If you're a headless server, you should run:

xvfb-run -s "-screen 0 1400x900x24" python data/generation_script.py --rollouts 1000 --rootdir datasets/carracing --threads 8

2. the VAE

The VAE is trained using the trainvae.py file, e.g.

python trainvae.py --logdir exp_dir

3. Training the MDN-RNN

The MDN-RNN is trained using the trainmdrnn.py file, e.g.

python trainmdrnn.py --logdir exp_dir

A VAE must have been trained in the same exp_dir for this script to work.

4. Training and testing the Controller

Finally, the controller is trained using CMA-ES, e.g.

python traincontroller.py --logdir exp_dir --n-samples 4 --pop-size 4 --target-return 950 --display

If If you're a headless server, you should run:

xvfb-run -s "-screen 0 1400x900x24" python traincontroller.py --logdir exp_dir --n-samples 4 --pop-size 4 --target-return 950 --display

The traing of controller is extremely slow. Make sure you have a strong GPU server.

Testing

You can test the obtained policy with test_controller.py e.g.

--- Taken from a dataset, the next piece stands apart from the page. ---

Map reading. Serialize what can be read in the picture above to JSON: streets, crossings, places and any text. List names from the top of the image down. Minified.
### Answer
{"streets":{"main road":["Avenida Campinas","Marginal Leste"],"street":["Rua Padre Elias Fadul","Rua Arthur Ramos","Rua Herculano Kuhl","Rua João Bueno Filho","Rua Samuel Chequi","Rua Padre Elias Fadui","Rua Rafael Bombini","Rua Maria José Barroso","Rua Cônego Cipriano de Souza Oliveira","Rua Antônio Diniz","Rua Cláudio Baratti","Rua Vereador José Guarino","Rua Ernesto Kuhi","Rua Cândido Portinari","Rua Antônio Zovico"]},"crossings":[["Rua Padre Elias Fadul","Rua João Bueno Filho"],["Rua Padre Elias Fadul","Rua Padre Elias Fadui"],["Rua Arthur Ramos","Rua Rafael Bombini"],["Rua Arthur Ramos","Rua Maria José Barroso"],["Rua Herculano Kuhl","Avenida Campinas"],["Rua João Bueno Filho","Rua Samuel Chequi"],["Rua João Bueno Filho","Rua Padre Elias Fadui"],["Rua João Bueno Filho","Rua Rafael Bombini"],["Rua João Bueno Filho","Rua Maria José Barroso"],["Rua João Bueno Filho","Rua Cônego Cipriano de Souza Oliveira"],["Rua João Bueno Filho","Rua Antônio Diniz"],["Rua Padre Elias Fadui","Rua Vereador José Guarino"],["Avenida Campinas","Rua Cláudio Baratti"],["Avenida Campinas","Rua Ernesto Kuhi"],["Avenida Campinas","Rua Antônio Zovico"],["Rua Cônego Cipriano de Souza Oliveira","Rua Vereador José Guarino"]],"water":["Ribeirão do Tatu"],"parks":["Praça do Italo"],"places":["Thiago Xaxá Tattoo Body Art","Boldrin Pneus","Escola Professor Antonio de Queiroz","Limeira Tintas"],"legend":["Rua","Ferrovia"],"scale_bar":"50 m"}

python test_controller.py --logdir exp_dir --render
  • --render: render output to your X server.
  • To run on a headless server, you should xvfb-run -s "-screen 0 1400x900x24" python test_controller.py --logdir exp_dir. But it's meaningless since you won't see any graphic output, you'll only get a test score.

If If you use a headless server, you should use VNC to connect to thr server. Then run this command. The output will show in your VNC screen.

Notes

When running on a headless server, you will need to use xvfb-run to launch the controller training script. For instance,

xvfb-run -s "-screen 0 1400x900x24" python traincontroller.py --logdir exp_dir --n-samples 4 --pop-size 4 --target-return 950 --display

If you do not have a display available and you launch traincontroller without xvfb-run, the script will fail silently (but logs are available in logdir/tmp).

Be aware that traincontroller requires heavy gpu memory usage when launched on gpus. To reduce the memory load, you can directly modify the maximum number of workers by specifying the --max-workers argument.

If you have several GPUs available, traincontroller will take advantage of all gpus specified by CUDA_VISIBLE_DEVICES.